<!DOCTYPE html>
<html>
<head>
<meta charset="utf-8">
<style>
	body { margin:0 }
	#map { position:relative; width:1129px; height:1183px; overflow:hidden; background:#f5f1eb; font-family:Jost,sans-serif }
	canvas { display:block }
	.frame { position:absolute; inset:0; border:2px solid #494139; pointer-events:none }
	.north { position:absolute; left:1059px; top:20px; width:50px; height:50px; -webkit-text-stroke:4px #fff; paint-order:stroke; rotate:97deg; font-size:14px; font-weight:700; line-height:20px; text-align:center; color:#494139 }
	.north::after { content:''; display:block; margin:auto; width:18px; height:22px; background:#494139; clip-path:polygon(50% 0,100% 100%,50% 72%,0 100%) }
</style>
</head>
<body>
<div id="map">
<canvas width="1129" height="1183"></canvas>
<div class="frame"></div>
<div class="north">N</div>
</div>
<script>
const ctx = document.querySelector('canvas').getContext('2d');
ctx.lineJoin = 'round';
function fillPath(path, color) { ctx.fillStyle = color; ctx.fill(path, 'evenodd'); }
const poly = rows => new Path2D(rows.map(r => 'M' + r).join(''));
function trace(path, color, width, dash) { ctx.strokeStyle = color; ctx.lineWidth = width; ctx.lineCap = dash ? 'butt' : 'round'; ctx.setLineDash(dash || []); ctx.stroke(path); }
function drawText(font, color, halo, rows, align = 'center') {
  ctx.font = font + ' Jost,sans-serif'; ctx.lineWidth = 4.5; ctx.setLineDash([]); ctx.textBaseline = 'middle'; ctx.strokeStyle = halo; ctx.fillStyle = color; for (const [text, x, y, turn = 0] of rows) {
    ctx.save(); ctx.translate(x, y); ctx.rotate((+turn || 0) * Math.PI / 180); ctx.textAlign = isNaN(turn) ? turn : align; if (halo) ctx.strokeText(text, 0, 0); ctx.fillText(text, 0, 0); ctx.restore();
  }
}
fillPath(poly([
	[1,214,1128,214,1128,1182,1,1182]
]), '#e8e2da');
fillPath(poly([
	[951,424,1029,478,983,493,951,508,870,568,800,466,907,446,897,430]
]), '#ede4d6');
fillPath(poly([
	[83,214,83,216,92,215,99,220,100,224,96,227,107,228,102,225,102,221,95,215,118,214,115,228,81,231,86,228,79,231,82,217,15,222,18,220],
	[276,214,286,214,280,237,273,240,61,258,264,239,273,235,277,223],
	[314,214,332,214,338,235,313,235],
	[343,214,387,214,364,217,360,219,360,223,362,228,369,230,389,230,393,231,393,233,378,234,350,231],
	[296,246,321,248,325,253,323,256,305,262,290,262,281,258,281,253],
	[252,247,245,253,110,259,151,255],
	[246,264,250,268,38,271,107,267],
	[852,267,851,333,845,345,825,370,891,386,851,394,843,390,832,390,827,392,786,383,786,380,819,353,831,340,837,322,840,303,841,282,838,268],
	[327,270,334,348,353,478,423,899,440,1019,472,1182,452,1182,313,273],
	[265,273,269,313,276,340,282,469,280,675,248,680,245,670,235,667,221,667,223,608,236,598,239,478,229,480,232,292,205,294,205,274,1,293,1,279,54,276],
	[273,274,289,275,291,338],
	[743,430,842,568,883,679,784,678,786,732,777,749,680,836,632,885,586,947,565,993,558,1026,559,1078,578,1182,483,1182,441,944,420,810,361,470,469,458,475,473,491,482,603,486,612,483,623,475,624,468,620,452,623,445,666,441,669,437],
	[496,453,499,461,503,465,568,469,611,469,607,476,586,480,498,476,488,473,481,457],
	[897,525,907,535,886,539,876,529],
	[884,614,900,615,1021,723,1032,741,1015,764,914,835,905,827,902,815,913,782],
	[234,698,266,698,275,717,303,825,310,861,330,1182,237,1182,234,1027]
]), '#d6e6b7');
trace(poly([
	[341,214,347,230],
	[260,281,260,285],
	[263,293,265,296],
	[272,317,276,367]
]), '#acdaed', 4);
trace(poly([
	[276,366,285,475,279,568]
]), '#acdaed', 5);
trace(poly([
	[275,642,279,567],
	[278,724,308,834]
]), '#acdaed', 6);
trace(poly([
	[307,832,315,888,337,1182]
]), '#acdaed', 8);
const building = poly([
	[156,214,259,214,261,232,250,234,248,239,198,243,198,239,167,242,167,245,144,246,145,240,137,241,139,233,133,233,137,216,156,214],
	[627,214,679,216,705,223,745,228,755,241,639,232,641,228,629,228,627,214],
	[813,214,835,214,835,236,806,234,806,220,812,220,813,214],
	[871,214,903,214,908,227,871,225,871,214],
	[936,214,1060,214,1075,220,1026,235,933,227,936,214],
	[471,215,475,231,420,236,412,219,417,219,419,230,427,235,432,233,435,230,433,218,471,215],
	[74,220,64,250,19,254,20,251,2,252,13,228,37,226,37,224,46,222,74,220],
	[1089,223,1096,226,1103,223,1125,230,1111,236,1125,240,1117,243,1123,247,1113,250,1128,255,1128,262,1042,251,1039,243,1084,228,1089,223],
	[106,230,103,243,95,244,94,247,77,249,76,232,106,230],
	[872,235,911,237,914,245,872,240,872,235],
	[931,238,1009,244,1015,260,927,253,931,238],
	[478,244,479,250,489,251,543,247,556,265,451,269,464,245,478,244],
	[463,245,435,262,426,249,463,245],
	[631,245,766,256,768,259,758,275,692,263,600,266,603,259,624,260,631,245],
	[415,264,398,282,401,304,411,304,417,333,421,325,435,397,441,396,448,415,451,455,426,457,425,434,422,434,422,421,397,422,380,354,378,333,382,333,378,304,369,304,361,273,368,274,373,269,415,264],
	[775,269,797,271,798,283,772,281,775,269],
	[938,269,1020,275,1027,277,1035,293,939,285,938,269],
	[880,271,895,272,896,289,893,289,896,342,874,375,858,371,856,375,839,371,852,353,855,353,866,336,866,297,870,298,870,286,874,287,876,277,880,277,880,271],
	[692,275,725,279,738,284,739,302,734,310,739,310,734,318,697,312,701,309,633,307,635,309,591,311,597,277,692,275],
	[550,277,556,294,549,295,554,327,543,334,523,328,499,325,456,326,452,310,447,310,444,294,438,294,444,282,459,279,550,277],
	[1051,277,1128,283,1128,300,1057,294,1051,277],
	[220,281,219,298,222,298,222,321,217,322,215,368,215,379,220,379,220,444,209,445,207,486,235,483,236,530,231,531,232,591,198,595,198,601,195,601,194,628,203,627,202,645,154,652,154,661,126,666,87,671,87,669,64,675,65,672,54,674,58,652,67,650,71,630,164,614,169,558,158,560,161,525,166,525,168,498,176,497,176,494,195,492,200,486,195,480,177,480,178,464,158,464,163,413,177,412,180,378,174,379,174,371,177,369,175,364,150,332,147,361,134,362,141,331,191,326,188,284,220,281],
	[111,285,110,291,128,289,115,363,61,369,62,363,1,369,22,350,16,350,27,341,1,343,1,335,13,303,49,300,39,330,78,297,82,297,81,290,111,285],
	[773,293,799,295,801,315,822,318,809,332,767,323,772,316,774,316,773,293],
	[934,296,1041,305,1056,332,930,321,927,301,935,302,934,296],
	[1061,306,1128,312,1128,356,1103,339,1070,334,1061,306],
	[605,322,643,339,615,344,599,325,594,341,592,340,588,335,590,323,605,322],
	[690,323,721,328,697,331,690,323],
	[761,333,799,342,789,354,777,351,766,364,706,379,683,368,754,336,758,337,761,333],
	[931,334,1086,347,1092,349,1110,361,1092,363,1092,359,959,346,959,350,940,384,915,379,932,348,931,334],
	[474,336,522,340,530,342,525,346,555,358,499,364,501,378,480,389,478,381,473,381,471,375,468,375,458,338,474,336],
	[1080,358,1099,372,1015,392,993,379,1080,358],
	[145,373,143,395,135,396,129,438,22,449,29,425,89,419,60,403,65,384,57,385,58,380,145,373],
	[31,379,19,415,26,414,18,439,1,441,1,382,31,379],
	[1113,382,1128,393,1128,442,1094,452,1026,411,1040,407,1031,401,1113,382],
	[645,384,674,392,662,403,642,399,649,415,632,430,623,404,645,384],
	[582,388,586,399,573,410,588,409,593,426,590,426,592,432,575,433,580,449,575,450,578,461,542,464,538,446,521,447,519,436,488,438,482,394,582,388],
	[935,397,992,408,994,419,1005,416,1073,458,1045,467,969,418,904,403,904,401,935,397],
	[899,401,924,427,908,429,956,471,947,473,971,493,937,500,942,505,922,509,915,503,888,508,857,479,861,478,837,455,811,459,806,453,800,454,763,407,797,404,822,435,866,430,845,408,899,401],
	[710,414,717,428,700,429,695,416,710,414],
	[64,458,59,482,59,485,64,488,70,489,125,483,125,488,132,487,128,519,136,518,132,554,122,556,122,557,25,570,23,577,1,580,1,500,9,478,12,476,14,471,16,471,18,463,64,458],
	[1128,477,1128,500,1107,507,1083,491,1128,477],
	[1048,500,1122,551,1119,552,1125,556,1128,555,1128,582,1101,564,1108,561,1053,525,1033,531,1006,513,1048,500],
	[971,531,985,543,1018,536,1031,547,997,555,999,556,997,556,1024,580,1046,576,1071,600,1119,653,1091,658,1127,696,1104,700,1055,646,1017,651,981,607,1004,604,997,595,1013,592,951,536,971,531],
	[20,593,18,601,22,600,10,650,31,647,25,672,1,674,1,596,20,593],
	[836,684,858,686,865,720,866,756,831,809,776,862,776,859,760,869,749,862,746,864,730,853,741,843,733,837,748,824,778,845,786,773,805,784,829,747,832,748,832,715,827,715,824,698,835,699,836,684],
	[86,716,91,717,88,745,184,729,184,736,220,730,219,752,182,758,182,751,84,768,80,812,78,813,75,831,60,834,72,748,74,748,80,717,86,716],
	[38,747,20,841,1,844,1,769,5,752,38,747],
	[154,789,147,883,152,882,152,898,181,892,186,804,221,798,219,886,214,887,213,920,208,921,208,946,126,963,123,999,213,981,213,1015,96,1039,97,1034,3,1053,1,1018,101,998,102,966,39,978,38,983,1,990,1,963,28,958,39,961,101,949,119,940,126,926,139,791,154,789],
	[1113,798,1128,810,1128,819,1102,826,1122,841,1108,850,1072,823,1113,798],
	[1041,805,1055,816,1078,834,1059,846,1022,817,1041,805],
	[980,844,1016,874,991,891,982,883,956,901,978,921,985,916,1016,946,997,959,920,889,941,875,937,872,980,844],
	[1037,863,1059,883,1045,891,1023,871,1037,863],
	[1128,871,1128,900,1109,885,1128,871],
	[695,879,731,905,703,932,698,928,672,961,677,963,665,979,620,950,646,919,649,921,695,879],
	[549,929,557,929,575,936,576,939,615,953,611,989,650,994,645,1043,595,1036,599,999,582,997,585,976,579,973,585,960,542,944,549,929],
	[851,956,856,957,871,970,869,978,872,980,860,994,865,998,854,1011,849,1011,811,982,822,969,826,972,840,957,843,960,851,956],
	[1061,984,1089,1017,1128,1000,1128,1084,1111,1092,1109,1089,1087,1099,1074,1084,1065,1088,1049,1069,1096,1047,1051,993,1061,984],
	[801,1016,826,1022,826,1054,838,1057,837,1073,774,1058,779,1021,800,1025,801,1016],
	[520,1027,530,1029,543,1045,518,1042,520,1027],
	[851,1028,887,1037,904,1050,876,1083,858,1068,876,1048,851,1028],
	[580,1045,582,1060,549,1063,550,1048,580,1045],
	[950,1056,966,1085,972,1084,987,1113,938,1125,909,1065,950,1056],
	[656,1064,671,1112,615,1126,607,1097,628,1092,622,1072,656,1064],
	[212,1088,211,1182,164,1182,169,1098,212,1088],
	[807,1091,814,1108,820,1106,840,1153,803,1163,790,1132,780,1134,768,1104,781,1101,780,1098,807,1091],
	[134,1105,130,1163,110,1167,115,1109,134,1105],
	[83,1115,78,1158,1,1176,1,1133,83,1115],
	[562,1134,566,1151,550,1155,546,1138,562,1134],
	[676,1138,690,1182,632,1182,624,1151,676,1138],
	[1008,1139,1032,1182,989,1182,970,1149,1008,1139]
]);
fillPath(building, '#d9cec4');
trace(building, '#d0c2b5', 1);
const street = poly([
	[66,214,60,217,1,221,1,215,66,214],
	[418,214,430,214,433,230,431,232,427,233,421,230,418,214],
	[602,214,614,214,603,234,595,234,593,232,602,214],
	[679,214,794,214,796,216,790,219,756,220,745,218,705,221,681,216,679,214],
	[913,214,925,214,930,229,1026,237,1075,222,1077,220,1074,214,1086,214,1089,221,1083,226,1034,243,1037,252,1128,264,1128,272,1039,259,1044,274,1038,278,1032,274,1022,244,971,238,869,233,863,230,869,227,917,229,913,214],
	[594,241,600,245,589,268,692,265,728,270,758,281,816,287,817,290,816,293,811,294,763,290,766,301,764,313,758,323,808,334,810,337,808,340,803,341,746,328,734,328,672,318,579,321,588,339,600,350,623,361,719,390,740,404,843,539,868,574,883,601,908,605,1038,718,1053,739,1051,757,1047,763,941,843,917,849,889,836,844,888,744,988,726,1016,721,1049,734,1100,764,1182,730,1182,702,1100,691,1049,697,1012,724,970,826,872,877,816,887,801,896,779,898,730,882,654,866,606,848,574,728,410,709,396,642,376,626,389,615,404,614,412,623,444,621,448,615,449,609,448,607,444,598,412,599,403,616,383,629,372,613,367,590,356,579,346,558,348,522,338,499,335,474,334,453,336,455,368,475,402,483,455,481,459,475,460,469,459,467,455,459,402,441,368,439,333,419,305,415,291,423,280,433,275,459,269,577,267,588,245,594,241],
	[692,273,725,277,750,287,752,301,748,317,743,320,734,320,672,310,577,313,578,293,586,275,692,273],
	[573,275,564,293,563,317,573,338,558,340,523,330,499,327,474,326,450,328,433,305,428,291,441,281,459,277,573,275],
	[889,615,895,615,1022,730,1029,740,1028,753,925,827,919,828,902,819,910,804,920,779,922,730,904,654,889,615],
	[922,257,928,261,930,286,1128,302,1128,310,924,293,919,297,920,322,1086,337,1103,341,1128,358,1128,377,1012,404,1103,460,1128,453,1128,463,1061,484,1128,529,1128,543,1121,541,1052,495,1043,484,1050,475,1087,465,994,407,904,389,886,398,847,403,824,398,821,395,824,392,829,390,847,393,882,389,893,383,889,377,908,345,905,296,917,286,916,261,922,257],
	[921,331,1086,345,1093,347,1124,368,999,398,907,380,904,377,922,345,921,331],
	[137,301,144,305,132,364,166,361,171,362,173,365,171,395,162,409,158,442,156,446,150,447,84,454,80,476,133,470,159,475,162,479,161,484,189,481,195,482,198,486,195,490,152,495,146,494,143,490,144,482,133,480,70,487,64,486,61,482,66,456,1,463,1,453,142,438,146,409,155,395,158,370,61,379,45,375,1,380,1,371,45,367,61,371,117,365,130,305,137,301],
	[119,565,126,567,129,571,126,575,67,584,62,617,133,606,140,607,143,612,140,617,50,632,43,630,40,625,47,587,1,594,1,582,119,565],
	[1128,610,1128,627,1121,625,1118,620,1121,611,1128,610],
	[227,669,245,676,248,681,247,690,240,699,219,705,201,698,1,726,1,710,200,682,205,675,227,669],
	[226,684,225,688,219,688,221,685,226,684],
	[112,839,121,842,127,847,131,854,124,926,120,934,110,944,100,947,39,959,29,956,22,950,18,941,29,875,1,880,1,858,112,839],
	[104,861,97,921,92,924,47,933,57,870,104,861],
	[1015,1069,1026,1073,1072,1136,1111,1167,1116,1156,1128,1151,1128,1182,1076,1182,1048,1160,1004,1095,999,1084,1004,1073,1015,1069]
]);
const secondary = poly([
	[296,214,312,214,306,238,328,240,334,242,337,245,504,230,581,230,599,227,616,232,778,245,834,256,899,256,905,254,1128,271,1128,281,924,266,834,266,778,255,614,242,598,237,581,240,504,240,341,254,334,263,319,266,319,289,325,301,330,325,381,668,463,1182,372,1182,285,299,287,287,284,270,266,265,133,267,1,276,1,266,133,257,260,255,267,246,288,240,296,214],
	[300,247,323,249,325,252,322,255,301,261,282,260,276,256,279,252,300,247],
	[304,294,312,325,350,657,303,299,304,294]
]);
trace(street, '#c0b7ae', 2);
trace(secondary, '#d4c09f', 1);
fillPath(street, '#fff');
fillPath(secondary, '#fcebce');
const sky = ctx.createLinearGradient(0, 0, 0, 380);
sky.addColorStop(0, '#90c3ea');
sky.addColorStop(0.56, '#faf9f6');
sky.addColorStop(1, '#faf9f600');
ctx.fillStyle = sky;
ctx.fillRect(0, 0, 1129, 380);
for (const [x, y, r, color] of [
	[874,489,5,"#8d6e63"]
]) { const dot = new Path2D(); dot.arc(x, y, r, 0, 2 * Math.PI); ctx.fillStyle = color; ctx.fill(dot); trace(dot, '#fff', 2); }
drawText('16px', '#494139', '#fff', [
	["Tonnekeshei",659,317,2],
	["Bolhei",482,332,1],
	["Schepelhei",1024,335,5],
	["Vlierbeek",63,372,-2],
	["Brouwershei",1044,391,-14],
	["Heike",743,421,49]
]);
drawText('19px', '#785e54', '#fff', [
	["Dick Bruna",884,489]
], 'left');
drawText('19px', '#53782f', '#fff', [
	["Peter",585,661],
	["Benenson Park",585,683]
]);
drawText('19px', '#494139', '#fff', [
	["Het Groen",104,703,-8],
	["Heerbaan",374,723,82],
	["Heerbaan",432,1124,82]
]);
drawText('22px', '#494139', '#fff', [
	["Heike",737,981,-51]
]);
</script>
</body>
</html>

**What is being asked**
From the top of the material above, print every line exactly, ending with the line that holds "position:absolute; left:1059px; top:20px;".

**Written answer**
<!DOCTYPE html>
<html>
<head>
<meta charset="utf-8">
<style>
	body { margin:0 }
	#map { position:relative; width:1129px; height:1183px; overflow:hidden; background:#f5f1eb; font-family:Jost,sans-serif }
	canvas { display:block }
	.frame { position:absolute; inset:0; border:2px solid #494139; pointer-events:none }
	.north { position:absolute; left:1059px; top:20px; width:50px; height:50px; -webkit-text-stroke:4px #fff; paint-order:stroke; rotate:97deg; font-size:14px; font-weight:700; line-height:20px; text-align:center; color:#494139 }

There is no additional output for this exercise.